● REQUIREMENT
Nothing but an exact copy of the data should be output.

● DATA SUPPLIED

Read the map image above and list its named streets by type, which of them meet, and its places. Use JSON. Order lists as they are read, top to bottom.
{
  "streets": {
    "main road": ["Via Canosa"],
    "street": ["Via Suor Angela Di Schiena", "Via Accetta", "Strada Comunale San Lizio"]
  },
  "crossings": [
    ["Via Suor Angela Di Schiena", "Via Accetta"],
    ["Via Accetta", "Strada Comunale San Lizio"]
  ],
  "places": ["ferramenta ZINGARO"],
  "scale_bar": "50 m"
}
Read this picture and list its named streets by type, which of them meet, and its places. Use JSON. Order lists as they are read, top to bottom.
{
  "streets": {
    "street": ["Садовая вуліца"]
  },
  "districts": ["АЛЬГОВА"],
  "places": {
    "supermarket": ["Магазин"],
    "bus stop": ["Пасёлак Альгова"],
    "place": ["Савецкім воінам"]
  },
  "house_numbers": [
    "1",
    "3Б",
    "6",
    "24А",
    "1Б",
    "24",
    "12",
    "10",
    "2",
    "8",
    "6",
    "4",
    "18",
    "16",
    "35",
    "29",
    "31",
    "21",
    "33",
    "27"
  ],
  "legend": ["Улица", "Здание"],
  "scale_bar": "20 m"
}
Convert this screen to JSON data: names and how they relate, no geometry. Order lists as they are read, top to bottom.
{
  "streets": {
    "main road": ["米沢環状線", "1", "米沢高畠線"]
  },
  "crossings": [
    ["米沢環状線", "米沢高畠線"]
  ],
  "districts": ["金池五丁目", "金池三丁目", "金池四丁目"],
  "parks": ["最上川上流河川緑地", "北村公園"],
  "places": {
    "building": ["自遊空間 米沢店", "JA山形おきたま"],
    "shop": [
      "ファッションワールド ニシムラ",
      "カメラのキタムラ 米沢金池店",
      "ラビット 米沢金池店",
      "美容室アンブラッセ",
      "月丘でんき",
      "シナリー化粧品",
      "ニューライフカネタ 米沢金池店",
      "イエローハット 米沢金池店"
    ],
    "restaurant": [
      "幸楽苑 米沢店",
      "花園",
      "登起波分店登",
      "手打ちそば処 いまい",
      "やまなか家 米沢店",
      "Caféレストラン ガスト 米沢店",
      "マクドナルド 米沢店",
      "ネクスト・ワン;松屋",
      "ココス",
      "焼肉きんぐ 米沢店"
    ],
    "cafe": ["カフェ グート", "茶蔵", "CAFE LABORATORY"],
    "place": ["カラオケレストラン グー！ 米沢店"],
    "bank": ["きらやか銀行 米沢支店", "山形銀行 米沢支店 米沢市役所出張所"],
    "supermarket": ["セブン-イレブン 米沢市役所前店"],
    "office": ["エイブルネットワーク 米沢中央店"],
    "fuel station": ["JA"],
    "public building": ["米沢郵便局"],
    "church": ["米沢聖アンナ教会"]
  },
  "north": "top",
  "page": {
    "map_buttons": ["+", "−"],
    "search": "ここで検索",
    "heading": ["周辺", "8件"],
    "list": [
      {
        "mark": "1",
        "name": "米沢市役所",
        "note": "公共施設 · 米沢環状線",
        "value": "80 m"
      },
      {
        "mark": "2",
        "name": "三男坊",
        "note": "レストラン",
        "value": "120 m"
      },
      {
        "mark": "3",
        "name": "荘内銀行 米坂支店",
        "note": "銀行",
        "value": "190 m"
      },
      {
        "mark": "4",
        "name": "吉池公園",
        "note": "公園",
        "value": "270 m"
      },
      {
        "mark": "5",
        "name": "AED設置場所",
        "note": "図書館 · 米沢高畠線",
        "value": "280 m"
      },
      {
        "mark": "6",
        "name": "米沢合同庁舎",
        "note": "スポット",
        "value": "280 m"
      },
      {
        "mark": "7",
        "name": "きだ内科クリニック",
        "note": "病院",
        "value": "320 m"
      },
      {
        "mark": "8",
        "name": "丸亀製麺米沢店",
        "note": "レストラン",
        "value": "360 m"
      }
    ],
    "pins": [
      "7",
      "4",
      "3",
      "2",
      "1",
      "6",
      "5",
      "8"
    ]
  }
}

● THE COMPLETED TASK
Read the map image above and list its named streets by type, which of them meet, and its places. Use JSON. Order lists as they are read, top to bottom.
{
  "streets": {
    "main road": ["Via Canosa"],
    "street": ["Via Suor Angela Di Schiena", "Via Accetta", "Strada Comunale San Lizio"]
  },
  "crossings": [
    ["Via Suor Angela Di Schiena", "Via Accetta"],
    ["Via Accetta", "Strada Comunale San Lizio"]
  ],
  "places": ["ferramenta ZINGARO"],
  "scale_bar": "50 m"
}
Read this picture and list its named streets by type, which of them meet, and its places. Use JSON. Order lists as they are read, top to bottom.
{
  "streets": {
    "street": ["Садовая вуліца"]
  },
  "districts": ["АЛЬГОВА"],
  "places": {
    "supermarket": ["Магазин"],
    "bus stop": ["Пасёлак Альгова"],
    "place": ["Савецкім воінам"]
  },
  "house_numbers": [
    "1",
    "3Б",
    "6",
    "24А",
    "1Б",
    "24",
    "12",
    "10",
    "2",
    "8",
    "6",
    "4",
    "18",
    "16",
    "35",
    "29",
    "31",
    "21",
    "33",
    "27"
  ],
  "legend": ["Улица", "Здание"],
  "scale_bar": "20 m"
}
Convert this screen to JSON data: names and how they relate, no geometry. Order lists as they are read, top to bottom.
{
  "streets": {
    "main road": ["米沢環状線", "1", "米沢高畠線"]
  },
  "crossings": [
    ["米沢環状線", "米沢高畠線"]
  ],
  "districts": ["金池五丁目", "金池三丁目", "金池四丁目"],
  "parks": ["最上川上流河川緑地", "北村公園"],
  "places": {
    "building": ["自遊空間 米沢店", "JA山形おきたま"],
    "shop": [
      "ファッションワールド ニシムラ",
      "カメラのキタムラ 米沢金池店",
      "ラビット 米沢金池店",
      "美容室アンブラッセ",
      "月丘でんき",
      "シナリー化粧品",
      "ニューライフカネタ 米沢金池店",
      "イエローハット 米沢金池店"
    ],
    "restaurant": [
      "幸楽苑 米沢店",
      "花園",
      "登起波分店登",
      "手打ちそば処 いまい",
      "やまなか家 米沢店",
      "Caféレストラン ガスト 米沢店",
      "マクドナルド 米沢店",
      "ネクスト・ワン;松屋",
      "ココス",
      "焼肉きんぐ 米沢店"
    ],
    "cafe": ["カフェ グート", "茶蔵", "CAFE LABORATORY"],
    "place": ["カラオケレストラン グー！ 米沢店"],
    "bank": ["きらやか銀行 米沢支店", "山形銀行 米沢支店 米沢市役所出張所"],
    "supermarket": ["セブン-イレブン 米沢市役所前店"],
    "office": ["エイブルネットワーク 米沢中央店"],
    "fuel station": ["JA"],
    "public building": ["米沢郵便局"],
    "church": ["米沢聖アンナ教会"]
  },
  "north": "top",
  "page": {
    "map_buttons": ["+", "−"],
    "search": "ここで検索",
    "heading": ["周辺", "8件"],
    "list": [
      {
        "mark": "1",
        "name": "米沢市役所",
        "note": "公共施設 · 米沢環状線",
        "value": "80 m"
      },
      {
        "mark": "2",
        "name": "三男坊",
        "note": "レストラン",
        "value": "120 m"
      },
      {
        "mark": "3",
        "name": "荘内銀行 米坂支店",
        "note": "銀行",
        "value": "190 m"
      },
      {
        "mark": "4",
        "name": "吉池公園",
        "note": "公園",
        "value": "270 m"
      },
      {
        "mark": "5",
        "name": "AED設置場所",
        "note": "図書館 · 米沢高畠線",
        "value": "280 m"
      },
      {
        "mark": "6",
        "name": "米沢合同庁舎",
        "note": "スポット",
        "value": "280 m"
      },
      {
        "mark": "7",
        "name": "きだ内科クリニック",
        "note": "病院",
        "value": "320 m"
      },
      {
        "mark": "8",
        "name": "丸亀製麺米沢店",
        "note": "レストラン",
        "value": "360 m"
      }
    ],
    "pins": [
      "7",
      "4",
      "3",
      "2",
      "1",
      "6",
      "5",
      "8"
    ]
  }
}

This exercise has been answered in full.